Segundo uma pesquisa do IBGE divulgada em novembro de 2017, quase 55% dos brasileiros se declaram pretos ou pardos. Embora essa fatia majoritária da população ainda ganhe muito menos que os brancos, no início deste século sua renda cresceu num ritmo maior que a dos brancos, tendência revertida com a crise dos últimos anos. Para Delfino, o potencial de mercado era evidente. “Existe uma demanda reprimida”, afirmou. “A população negra tem dinheiro e quer comprar, mas não há produtos para negros.”
O administrador começou a carreira como office-boy na Siemens e se especializou na área comercial. Em junho do ano passado, largou o emprego de consultor de suprimentos na Comgás, arrumou um sócio e mergulhou no projeto. Encasquetou com a dica de um amigo executivo: para se apresentar ao mercado, ele precisaria ter um produto realmente inovador.
Aí Delfino teve o estalo: a touca de natação. Não uma qualquer, mas uma touca de natação concebida “para cabelos afro, volumosos, cacheados, tranças rastafári ou dreadlocks”, conforme alardeia um folder da empresa que criou. Batizada de DaMinhaCor, a marca começa a vender a touca este mês, somente pela internet. Numa segunda etapa, deverá oferecer também cosméticos.
Delfino nasceu em Osasco e mora em Jandira, também na Grande São Paulo. Um amigo soube da sua ideia de produzir as toucas e levou-o ao salão Zelma Tranças, frequentado por clientes potenciais. A proprietária guardou a dica, e a tirou da cartola quando uma aflita Cida lhe narrou o suplício da filha.

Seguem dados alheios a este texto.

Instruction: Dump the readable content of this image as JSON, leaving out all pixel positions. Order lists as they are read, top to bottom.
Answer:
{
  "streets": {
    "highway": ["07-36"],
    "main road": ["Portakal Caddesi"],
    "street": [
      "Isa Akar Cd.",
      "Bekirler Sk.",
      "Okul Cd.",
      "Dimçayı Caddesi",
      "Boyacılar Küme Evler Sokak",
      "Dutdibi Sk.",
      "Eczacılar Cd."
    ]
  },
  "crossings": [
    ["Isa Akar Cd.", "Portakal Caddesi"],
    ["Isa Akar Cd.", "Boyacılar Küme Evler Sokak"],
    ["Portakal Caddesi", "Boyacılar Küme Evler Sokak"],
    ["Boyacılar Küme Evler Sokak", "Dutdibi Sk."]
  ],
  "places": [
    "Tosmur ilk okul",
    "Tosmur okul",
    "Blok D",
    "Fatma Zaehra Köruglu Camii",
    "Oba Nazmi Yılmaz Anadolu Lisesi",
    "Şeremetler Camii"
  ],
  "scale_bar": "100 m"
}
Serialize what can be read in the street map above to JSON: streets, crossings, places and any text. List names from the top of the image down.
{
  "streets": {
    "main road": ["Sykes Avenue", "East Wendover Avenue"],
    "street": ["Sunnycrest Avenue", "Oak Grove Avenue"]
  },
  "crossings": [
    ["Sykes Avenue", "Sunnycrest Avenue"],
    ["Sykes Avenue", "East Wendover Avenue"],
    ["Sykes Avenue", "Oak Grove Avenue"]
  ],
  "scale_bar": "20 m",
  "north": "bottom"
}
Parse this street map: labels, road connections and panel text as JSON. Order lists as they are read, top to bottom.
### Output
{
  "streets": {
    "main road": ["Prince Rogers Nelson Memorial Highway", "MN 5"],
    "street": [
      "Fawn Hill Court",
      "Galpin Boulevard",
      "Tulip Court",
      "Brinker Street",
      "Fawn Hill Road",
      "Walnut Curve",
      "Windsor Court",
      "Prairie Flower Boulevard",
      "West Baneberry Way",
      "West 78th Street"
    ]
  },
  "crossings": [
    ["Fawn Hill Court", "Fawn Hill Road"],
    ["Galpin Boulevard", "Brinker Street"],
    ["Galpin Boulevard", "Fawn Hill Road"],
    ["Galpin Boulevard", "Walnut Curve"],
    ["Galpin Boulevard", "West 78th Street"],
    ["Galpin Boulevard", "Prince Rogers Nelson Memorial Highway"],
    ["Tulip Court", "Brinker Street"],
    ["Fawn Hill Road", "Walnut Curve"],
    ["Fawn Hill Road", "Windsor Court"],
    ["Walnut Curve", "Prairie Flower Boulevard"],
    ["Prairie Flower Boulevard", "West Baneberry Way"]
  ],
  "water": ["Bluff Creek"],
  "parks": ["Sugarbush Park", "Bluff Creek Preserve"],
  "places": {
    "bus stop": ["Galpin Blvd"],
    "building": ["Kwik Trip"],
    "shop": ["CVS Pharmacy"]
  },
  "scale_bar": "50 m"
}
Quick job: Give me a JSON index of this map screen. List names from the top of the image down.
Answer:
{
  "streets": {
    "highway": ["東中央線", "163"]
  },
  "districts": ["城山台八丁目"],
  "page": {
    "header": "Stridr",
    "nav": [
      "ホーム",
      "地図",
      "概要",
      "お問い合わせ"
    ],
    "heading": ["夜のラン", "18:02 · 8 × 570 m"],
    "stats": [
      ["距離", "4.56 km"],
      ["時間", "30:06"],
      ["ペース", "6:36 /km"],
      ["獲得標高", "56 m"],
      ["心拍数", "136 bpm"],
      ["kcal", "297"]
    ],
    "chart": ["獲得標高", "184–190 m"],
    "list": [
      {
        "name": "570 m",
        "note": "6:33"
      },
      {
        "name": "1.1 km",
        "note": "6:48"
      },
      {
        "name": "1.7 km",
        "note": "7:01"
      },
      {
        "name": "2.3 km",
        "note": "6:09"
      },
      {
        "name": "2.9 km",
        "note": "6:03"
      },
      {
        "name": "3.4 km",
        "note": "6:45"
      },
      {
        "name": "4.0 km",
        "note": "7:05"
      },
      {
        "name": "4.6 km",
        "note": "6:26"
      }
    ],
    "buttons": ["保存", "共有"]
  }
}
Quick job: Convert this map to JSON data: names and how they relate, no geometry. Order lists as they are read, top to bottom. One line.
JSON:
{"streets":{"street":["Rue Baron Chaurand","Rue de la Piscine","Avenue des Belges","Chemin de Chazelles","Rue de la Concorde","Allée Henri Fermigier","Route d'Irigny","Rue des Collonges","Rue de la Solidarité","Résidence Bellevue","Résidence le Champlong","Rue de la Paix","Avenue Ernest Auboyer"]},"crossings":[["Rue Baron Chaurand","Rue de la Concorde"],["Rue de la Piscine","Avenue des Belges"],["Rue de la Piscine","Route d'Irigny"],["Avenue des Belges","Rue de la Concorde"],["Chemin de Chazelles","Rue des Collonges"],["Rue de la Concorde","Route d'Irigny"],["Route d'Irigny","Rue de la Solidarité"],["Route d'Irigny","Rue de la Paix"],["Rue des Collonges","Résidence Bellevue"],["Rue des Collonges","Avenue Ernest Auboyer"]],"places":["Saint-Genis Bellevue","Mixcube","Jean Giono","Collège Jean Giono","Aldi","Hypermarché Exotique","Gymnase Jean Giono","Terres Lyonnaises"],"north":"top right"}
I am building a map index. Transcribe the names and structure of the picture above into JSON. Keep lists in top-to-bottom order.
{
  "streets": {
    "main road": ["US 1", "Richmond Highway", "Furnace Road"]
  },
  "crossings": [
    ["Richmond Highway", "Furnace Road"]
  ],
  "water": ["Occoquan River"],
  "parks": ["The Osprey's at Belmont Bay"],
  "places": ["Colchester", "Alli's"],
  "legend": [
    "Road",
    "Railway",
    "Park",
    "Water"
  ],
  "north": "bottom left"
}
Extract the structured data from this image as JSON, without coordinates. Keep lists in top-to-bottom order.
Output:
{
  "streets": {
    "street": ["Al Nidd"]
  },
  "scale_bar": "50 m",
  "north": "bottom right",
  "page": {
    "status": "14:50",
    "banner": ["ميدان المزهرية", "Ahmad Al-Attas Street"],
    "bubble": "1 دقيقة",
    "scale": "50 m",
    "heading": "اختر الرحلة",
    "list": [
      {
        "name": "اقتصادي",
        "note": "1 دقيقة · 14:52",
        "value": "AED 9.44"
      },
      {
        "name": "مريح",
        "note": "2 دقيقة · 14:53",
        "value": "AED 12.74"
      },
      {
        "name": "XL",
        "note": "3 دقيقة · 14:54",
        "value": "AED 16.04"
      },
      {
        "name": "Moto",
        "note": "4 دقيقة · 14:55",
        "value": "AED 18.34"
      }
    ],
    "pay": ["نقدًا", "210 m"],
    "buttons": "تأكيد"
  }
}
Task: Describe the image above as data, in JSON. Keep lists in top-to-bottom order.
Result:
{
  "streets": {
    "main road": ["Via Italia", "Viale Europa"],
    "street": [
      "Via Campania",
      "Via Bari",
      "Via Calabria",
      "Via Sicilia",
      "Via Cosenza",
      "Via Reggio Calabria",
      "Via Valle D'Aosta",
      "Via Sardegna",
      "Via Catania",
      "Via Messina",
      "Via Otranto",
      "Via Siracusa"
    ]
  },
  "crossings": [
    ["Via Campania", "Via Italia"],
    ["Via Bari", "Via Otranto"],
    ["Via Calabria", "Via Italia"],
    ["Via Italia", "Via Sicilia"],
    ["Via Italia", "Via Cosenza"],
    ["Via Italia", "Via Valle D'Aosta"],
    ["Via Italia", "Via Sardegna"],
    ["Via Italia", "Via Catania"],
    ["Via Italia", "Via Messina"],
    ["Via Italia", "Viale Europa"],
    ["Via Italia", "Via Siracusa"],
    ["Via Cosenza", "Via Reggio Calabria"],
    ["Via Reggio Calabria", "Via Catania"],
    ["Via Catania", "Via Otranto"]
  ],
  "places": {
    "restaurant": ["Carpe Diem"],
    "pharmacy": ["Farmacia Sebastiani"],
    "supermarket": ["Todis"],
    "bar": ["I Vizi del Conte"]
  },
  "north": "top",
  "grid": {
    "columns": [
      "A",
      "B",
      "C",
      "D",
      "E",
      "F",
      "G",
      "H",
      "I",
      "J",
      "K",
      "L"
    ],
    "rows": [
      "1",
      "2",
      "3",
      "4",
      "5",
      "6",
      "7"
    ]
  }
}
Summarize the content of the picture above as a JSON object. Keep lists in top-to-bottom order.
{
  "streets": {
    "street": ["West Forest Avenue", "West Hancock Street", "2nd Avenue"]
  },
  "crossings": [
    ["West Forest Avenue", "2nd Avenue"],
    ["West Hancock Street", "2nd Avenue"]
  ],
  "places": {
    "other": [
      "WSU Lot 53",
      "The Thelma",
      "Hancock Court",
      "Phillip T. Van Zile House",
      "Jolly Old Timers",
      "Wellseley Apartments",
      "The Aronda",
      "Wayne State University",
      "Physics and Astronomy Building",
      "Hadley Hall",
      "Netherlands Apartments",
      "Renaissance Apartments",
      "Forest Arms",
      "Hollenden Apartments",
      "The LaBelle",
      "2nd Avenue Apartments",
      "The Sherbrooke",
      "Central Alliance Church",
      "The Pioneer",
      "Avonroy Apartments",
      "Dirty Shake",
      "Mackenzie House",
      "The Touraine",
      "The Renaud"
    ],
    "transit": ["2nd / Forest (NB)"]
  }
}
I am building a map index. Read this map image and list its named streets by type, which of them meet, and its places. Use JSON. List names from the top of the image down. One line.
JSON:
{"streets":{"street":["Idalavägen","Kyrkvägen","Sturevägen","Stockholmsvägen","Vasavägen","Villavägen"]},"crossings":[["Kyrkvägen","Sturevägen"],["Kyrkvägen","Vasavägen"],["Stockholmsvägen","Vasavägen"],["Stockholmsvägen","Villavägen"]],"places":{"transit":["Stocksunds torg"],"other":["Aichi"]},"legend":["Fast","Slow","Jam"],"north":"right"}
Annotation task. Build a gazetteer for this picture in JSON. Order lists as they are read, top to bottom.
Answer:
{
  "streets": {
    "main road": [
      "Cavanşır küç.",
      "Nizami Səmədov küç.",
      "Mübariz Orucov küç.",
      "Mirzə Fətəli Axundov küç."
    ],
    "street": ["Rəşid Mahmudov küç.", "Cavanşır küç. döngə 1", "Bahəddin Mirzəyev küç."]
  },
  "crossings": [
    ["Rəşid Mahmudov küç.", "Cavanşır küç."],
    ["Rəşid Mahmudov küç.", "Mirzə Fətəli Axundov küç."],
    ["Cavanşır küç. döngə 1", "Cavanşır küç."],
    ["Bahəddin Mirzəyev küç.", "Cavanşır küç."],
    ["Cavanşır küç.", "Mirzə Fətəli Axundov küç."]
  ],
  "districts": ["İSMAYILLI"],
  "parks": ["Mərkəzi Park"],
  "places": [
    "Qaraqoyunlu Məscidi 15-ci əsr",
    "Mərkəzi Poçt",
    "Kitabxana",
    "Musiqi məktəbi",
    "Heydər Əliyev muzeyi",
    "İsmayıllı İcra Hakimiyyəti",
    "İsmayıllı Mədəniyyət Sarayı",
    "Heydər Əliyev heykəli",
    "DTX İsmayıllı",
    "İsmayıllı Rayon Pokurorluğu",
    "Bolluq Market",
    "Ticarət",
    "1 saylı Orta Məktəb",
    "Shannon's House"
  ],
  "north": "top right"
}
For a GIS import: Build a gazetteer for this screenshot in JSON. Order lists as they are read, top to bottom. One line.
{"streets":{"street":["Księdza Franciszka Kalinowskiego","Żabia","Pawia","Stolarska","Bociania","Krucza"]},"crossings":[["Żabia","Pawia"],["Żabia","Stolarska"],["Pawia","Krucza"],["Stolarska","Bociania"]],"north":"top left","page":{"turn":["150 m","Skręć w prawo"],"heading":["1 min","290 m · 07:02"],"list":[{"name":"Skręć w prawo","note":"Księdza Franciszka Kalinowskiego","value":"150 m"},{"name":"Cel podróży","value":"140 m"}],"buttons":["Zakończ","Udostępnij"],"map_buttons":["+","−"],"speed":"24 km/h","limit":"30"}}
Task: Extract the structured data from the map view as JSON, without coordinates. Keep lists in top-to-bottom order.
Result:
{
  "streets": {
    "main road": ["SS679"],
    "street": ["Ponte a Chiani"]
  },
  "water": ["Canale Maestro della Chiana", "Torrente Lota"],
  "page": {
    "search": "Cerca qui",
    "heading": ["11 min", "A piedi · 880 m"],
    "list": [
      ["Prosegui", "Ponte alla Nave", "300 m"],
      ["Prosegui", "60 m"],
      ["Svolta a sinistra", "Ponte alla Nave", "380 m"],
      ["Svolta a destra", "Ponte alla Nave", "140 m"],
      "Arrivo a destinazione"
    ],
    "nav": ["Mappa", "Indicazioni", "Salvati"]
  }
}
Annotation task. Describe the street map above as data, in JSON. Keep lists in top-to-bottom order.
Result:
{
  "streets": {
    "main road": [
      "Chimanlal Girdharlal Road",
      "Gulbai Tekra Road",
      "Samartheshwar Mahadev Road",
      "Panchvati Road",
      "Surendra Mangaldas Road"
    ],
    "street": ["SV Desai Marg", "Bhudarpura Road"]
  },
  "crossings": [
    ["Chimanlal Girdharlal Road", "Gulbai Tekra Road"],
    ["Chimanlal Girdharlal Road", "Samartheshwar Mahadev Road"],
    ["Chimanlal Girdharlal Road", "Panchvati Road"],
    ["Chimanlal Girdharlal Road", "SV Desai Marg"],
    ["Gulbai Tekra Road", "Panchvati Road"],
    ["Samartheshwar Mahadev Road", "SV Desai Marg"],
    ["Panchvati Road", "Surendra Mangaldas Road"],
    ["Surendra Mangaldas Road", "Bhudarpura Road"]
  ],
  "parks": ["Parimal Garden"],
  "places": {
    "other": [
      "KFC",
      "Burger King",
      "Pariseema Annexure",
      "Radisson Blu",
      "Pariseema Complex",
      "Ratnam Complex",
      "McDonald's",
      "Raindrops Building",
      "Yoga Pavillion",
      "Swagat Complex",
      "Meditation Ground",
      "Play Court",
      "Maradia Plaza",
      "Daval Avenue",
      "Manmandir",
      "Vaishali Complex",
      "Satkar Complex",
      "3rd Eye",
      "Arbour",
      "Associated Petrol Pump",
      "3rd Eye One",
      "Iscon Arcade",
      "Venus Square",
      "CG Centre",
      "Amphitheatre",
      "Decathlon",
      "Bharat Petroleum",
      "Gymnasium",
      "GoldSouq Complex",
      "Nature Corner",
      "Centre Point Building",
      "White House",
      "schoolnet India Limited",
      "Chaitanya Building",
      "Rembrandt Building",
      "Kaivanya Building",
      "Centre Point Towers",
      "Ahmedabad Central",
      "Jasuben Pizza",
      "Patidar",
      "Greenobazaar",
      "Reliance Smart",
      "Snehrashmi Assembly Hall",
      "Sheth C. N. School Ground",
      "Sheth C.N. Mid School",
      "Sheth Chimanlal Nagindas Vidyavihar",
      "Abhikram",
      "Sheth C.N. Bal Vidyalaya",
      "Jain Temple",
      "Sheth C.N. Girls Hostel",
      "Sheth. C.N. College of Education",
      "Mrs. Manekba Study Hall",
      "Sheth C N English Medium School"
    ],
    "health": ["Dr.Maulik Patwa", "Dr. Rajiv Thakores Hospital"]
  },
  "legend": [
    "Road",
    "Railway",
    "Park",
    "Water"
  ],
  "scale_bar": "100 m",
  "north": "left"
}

Era um sábado à tarde. Sofia ainda estava com a mãe no cabeleireiro para arrumar o elástico da trança quando Zelma lhes passou o contato de Delfino. Cida mandou uma mensagem pelo celular, respondida de pronto. Não só ele tinha uma touca para a garota, como poderia levá-la ao próprio salão naquela tarde mesmo – para espanto da mãe. Dali a cerca de duas horas o empresário apareceu com uma touca de silicone de cor preta, que vendeu por 68 reais.
A pedido da piauí, a garota voltou a vestir o acessório durante uma conversa no escritório provisório da empresa – uma edícula nos fundos da casa do pai do sócio de Delfino, no bairro paulistano da Lapa. Animada com a ideia de dar uma entrevista, comprara uma roupa nova para a ocasião.
Sofia disse que achou a touca mais confortável que as convencionais. Mas também tinha ressalvas. “Entra um pouquinho de água, mas ainda é bem melhor que as outras de lycra”, afirmou. “É como se eu tivesse passado numa garoa.” Nada que comprometesse seu desempenho. Usando o acessório, a nadadora ganhou uma medalha de ouro no revezamento 4 x 25 metros livre, e outra de prata, nos 25 metros livre.